Among the subtypes the researchers identified was the immunogenic sub-type, which has a 'cancer cloaking' ability, a molecular hallmark shared by colon cancer and melanoma.
The cancer is able to evade the body’s natural immune system, which would otherwise clear potential tumours away.
Detecting this ability may allow doctors to prescribe treatment aimed at inhibiting the cancer cloaking trait.
Much more research was needed, said Grimmond.
"At a molecular level, pancreatic cancer is a complicated disease.

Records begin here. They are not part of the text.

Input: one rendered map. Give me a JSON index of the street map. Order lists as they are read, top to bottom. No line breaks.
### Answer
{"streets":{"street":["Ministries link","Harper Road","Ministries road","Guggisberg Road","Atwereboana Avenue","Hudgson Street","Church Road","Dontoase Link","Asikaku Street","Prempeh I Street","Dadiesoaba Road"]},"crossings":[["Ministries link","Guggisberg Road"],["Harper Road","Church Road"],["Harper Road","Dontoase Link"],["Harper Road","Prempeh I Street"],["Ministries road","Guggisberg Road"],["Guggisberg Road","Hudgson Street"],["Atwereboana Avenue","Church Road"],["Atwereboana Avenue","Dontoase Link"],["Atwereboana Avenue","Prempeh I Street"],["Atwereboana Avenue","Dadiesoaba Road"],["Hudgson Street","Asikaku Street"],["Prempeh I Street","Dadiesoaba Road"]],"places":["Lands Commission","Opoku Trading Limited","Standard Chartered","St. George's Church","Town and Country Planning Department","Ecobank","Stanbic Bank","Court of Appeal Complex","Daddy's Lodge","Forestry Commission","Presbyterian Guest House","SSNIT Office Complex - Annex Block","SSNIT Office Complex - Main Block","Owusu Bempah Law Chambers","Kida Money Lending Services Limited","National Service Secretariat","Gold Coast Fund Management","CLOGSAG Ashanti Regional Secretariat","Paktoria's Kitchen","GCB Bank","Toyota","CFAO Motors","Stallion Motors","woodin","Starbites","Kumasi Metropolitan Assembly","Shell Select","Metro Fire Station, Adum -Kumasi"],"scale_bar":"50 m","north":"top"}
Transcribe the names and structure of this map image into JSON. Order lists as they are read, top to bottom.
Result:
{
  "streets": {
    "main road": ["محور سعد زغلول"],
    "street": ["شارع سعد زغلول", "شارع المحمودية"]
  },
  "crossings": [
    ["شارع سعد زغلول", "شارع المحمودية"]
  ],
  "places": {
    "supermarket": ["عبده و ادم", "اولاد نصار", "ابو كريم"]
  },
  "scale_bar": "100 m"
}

The onus is on us to harness these findings and know-how and create the means to apply similar studies to large numbers of patients, in real time, in a clinical setting," he said. "Then we can develop the strategies to test these potential lead."
A quantum leap
Rik Thompson, a professor of breast cancer research at the Queensland University of Technology said that results represented "a terrific advance".
"By knowing the four different sub-type and their different ‘molecular drivers’, the findings provide a molecular explanation as to why some patients have a very good response to therapy whilst most do not," said Thompson, who was not involved in the study.
"Early detection will help limit the spread of pancreatic cancer to other organs, which is the major cause of pancreatic cancer mortality."
Knowing the major pathways that sets each pancreatic cancer type apart provides targets that can be used for new therapies and immediate potential benefits for those already suffering the disease, he said.
The new research is part of a suite of studies by the International Cancer Genome Consortium.
"This study is a quantum leap in the level of understanding of pancreatic cancers and a testament to the vision and success of the International Cancer Genome Consortium. It should have far-reaching influences on our ability to manage pancreatic cancer," Thompson said.